It has started. I never thought that running would change me into one of those people, those running people. In my mind, running has not changed much in my life. Sure I have to decline friend’s invitations to hang out until the wee hours and instead go to bed early on Fridays, and yes, I have started to eat the energy goo packs and gummies to make it through an 8 mile run, and ok, I have joined the ranks of people waiting in line for coffee debating the pros and cons of running shorts versus compression leggings. But I never really stopped to think about how running would affect my day-to-day life. I never thought of the fact that missing a run had the potential to throw off my sleep schedule, change my eating habits, and alter my mood.

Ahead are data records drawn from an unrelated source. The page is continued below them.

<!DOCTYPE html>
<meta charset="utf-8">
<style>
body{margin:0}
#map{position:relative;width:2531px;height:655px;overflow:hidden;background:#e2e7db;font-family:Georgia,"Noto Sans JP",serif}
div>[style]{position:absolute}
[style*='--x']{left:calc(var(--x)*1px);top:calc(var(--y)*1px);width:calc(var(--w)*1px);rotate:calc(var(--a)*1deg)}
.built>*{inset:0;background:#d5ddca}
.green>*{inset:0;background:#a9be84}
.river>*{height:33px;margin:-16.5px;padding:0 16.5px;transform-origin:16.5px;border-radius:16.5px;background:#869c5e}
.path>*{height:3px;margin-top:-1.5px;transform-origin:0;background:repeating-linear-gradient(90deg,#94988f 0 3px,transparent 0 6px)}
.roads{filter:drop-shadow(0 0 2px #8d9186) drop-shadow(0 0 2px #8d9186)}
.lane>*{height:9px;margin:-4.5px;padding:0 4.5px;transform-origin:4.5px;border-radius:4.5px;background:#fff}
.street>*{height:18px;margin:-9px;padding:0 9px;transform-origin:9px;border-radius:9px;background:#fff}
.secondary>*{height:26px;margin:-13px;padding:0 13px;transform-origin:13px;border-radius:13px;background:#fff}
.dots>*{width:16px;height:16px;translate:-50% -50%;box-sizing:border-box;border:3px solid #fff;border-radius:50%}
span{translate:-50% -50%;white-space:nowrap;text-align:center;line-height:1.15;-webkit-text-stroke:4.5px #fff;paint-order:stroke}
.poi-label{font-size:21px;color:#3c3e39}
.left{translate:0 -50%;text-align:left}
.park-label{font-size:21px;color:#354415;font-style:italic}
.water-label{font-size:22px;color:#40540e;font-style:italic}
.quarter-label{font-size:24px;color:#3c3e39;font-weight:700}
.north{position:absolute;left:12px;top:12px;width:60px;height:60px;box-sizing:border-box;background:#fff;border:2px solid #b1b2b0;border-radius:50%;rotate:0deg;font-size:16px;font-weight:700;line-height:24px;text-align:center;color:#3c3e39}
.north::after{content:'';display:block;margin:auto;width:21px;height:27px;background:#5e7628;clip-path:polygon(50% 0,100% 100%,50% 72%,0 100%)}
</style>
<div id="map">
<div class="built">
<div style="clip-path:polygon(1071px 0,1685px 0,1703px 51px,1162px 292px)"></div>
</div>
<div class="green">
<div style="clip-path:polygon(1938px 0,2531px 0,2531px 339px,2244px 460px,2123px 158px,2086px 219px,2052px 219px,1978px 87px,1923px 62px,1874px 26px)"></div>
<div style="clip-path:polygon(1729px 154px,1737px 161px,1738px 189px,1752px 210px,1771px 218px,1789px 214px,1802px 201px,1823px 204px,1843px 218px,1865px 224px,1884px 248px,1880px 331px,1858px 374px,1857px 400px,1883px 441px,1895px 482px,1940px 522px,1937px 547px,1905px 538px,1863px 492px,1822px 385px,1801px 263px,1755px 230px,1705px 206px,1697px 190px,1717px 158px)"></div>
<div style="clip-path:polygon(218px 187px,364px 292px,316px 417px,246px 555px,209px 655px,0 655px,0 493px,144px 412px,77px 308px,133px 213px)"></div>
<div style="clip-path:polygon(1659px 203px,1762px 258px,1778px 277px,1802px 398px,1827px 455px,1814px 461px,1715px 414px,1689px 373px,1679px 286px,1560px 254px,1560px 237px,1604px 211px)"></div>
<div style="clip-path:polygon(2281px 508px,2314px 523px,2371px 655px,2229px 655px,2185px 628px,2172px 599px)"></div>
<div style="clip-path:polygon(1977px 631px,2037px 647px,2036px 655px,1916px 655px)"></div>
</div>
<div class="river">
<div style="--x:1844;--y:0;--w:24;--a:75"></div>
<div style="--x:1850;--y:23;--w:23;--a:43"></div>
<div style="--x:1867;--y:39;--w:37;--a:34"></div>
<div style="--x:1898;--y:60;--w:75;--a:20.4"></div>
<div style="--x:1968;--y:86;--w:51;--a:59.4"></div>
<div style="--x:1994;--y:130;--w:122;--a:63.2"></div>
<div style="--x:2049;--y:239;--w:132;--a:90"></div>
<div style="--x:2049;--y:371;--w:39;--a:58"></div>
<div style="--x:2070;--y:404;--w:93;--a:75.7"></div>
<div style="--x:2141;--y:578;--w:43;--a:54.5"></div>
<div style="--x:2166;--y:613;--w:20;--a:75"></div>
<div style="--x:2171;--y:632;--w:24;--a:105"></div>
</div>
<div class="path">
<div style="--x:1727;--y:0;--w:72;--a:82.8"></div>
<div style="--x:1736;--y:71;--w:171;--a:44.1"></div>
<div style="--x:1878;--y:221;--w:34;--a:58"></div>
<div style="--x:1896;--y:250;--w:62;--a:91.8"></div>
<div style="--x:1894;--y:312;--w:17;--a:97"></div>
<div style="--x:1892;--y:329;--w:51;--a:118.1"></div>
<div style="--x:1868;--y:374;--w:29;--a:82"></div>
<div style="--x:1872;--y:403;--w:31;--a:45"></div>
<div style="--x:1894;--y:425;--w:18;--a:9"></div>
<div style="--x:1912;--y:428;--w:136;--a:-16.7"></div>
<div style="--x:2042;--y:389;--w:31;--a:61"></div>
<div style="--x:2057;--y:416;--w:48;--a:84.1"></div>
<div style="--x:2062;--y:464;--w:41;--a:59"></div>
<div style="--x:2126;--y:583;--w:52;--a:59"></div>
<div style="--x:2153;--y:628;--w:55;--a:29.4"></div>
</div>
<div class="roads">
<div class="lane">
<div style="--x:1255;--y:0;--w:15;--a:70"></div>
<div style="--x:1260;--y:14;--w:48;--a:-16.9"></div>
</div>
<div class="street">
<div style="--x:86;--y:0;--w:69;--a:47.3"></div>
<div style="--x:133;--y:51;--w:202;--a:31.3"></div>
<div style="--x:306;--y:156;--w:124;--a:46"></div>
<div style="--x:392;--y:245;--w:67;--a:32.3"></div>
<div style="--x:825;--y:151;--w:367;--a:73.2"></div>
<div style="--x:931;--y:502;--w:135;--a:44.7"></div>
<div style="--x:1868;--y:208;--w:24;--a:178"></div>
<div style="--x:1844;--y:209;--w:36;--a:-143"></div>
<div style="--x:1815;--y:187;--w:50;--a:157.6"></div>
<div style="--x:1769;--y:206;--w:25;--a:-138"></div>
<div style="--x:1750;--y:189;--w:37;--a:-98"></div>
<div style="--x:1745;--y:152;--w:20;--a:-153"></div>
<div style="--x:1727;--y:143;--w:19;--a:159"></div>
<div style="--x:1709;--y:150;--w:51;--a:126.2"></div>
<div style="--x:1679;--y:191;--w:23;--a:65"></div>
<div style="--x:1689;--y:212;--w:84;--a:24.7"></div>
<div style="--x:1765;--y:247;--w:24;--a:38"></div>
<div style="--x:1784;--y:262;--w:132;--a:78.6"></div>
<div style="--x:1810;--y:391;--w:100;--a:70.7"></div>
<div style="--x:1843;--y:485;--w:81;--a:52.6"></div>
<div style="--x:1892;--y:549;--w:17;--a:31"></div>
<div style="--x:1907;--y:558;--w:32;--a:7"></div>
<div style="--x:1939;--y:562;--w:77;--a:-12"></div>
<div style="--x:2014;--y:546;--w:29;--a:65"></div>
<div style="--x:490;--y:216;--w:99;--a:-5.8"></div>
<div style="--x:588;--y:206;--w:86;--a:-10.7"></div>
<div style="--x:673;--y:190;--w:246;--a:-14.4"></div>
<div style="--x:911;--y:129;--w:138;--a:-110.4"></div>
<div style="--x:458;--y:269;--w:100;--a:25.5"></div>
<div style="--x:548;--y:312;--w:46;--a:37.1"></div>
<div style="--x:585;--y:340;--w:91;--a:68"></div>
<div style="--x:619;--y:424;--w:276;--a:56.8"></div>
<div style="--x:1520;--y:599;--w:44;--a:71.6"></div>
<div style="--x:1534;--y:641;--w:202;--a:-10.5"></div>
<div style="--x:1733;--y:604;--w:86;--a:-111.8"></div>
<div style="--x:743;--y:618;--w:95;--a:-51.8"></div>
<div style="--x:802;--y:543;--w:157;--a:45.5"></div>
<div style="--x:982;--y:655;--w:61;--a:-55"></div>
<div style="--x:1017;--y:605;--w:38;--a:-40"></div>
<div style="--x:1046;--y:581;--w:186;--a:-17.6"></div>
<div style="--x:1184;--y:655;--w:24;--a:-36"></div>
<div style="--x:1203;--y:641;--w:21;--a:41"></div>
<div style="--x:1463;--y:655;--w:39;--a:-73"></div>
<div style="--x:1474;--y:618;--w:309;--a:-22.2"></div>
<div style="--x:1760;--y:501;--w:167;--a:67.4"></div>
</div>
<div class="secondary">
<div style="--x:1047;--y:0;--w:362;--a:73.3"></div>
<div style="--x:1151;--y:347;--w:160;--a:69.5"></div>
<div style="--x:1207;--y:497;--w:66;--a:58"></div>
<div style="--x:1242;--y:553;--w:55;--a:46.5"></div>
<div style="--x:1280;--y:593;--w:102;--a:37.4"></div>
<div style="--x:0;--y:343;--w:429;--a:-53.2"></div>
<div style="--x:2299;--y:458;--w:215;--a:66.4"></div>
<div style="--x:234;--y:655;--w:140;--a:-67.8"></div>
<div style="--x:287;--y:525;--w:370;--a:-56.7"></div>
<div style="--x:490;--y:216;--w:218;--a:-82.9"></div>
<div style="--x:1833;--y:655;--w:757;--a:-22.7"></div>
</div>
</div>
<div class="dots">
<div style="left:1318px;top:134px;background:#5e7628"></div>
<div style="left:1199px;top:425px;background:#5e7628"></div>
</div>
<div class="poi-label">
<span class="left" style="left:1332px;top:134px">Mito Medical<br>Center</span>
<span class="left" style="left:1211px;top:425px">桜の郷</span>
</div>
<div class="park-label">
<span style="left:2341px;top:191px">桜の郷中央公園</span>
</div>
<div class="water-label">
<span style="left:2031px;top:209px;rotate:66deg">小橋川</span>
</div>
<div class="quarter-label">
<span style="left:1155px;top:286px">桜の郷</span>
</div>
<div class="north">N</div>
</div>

Last night it was freezing (by Los Angeles standards) and had been raining all day. The native Angelino in me balked at the idea of going on a run, and to reiterate, I’ve only been a “running person” for the past 3 weeks. The run I missed last night has thrown me off. I woke up twice in the middle night, wide-awake and anxious, ready to start running. Trying to fall back to sleep my legs were twitching faster than a greyhound dreaming of sprinting after rabbits. I have been jittery all day, food is not interesting and I have been on edge, waiting to get out there and run off the day’s stress. Running has so quickly become a part of my life that missing a run now seems impossible. I find myself dreaming of running routes, calculating miles as I drive and mapping runs during work breaks. I have to stop myself from mentioning my training in every conversation I have. I bring up running just to tell people about the marathon and how far I’ve been running. It is only Tuesday and I have already decided which gummies I will be taking on my upcoming 10 mile run, which socks, headband, sports bra, hat and shirt; I even have my after run snacks set aside. Needless to say I have caught the running bug. That’s the one thing no one talks about, how much you are going to fall in love with training.
Is it just me? Do you love or hate training for a big event? What small perks keep you motivated?